Saved data entries
- - - - -

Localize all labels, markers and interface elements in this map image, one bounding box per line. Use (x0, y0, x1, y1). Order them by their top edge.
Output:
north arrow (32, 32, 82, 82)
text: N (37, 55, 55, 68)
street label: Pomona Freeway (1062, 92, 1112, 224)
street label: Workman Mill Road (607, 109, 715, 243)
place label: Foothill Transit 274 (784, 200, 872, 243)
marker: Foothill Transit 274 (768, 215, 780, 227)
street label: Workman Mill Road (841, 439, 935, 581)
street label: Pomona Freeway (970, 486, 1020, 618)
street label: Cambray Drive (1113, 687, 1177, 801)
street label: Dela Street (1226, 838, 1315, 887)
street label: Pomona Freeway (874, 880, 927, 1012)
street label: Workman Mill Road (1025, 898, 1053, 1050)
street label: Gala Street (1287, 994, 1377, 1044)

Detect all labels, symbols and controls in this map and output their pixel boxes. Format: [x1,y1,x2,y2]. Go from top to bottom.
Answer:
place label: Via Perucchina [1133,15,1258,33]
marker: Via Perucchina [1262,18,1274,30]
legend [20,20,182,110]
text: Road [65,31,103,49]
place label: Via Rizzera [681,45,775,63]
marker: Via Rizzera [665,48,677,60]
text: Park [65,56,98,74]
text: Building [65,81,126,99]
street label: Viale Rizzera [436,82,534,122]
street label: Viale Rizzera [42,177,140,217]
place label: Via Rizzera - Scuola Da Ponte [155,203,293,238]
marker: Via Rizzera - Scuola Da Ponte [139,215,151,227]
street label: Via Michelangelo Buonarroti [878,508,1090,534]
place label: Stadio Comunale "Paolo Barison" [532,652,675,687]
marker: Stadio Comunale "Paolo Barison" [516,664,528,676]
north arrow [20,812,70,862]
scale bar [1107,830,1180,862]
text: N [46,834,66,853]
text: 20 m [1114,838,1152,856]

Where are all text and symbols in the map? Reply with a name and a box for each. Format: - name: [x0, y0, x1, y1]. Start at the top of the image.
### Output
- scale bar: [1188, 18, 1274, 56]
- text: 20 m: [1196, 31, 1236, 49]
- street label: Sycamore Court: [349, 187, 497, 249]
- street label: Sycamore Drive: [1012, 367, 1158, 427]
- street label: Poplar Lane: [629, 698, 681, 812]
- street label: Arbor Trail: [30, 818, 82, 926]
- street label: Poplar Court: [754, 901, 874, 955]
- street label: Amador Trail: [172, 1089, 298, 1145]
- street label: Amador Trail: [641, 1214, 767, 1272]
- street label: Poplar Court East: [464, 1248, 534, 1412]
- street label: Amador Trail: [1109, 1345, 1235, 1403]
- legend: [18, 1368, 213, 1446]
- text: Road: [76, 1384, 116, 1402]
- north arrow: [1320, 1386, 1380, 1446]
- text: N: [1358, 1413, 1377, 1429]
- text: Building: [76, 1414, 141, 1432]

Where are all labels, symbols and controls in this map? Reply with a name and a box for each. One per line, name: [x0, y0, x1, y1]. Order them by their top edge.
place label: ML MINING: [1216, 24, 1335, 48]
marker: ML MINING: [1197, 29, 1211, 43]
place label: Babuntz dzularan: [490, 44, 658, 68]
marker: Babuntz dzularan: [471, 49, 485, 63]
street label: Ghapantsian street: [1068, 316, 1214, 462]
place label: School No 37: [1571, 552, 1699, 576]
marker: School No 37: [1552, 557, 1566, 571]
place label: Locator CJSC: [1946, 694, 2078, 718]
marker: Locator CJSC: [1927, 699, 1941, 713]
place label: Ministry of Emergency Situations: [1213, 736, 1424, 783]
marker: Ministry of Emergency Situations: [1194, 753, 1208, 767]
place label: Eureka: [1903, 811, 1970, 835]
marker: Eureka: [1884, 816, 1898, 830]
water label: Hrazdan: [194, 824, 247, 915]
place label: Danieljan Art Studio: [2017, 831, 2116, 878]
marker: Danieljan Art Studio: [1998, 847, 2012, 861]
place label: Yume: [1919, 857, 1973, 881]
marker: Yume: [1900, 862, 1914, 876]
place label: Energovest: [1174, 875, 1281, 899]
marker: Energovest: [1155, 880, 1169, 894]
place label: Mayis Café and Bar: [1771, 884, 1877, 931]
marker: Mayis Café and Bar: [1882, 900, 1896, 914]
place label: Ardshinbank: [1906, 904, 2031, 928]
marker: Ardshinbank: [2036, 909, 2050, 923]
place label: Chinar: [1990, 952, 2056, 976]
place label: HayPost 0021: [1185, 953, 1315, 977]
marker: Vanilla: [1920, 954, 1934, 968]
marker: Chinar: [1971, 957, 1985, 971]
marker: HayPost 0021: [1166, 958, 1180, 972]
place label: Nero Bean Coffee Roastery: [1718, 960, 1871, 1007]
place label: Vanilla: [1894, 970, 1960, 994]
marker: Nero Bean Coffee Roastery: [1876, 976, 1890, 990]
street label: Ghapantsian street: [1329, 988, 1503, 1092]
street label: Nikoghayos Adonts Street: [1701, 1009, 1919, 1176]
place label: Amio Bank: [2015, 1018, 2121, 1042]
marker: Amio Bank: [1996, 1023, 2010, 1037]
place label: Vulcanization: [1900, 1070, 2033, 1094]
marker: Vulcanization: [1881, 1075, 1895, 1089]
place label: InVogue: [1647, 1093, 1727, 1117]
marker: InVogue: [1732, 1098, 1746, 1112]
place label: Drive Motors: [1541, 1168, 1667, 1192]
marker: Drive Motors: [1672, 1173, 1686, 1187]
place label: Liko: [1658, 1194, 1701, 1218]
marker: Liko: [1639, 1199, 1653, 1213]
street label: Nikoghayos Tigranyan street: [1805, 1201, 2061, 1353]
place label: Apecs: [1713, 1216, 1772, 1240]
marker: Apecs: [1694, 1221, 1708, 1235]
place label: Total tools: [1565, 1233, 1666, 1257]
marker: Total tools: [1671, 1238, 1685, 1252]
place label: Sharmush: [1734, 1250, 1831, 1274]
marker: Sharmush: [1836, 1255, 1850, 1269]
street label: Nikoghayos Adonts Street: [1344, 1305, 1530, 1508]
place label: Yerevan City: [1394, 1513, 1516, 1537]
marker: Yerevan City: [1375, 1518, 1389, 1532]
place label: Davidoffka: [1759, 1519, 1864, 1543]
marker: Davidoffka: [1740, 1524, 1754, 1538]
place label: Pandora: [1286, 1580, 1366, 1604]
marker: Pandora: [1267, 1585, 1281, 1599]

- - - - -

## Work order
Transcribe, word for word, the data above from its first line through the line with "Where are all text", and include nothing else.

## Result of the task
Localize all labels, markers and interface elements in this map image, one bounding box per line. Use (x0, y0, x1, y1). Order them by their top edge.
Output:
north arrow (32, 32, 82, 82)
text: N (37, 55, 55, 68)
street label: Pomona Freeway (1062, 92, 1112, 224)
street label: Workman Mill Road (607, 109, 715, 243)
place label: Foothill Transit 274 (784, 200, 872, 243)
marker: Foothill Transit 274 (768, 215, 780, 227)
street label: Workman Mill Road (841, 439, 935, 581)
street label: Pomona Freeway (970, 486, 1020, 618)
street label: Cambray Drive (1113, 687, 1177, 801)
street label: Dela Street (1226, 838, 1315, 887)
street label: Pomona Freeway (874, 880, 927, 1012)
street label: Workman Mill Road (1025, 898, 1053, 1050)
street label: Gala Street (1287, 994, 1377, 1044)

Detect all labels, symbols and controls in this map and output their pixel boxes. Format: [x1,y1,x2,y2]. Go from top to bottom.
Answer:
place label: Via Perucchina [1133,15,1258,33]
marker: Via Perucchina [1262,18,1274,30]
legend [20,20,182,110]
text: Road [65,31,103,49]
place label: Via Rizzera [681,45,775,63]
marker: Via Rizzera [665,48,677,60]
text: Park [65,56,98,74]
text: Building [65,81,126,99]
street label: Viale Rizzera [436,82,534,122]
street label: Viale Rizzera [42,177,140,217]
place label: Via Rizzera - Scuola Da Ponte [155,203,293,238]
marker: Via Rizzera - Scuola Da Ponte [139,215,151,227]
street label: Via Michelangelo Buonarroti [878,508,1090,534]
place label: Stadio Comunale "Paolo Barison" [532,652,675,687]
marker: Stadio Comunale "Paolo Barison" [516,664,528,676]
north arrow [20,812,70,862]
scale bar [1107,830,1180,862]
text: N [46,834,66,853]
text: 20 m [1114,838,1152,856]

Where are all text and symbols in the map? Reply with a name and a box for each. Format: - name: [x0, y0, x1, y1]. Start at the top of the image.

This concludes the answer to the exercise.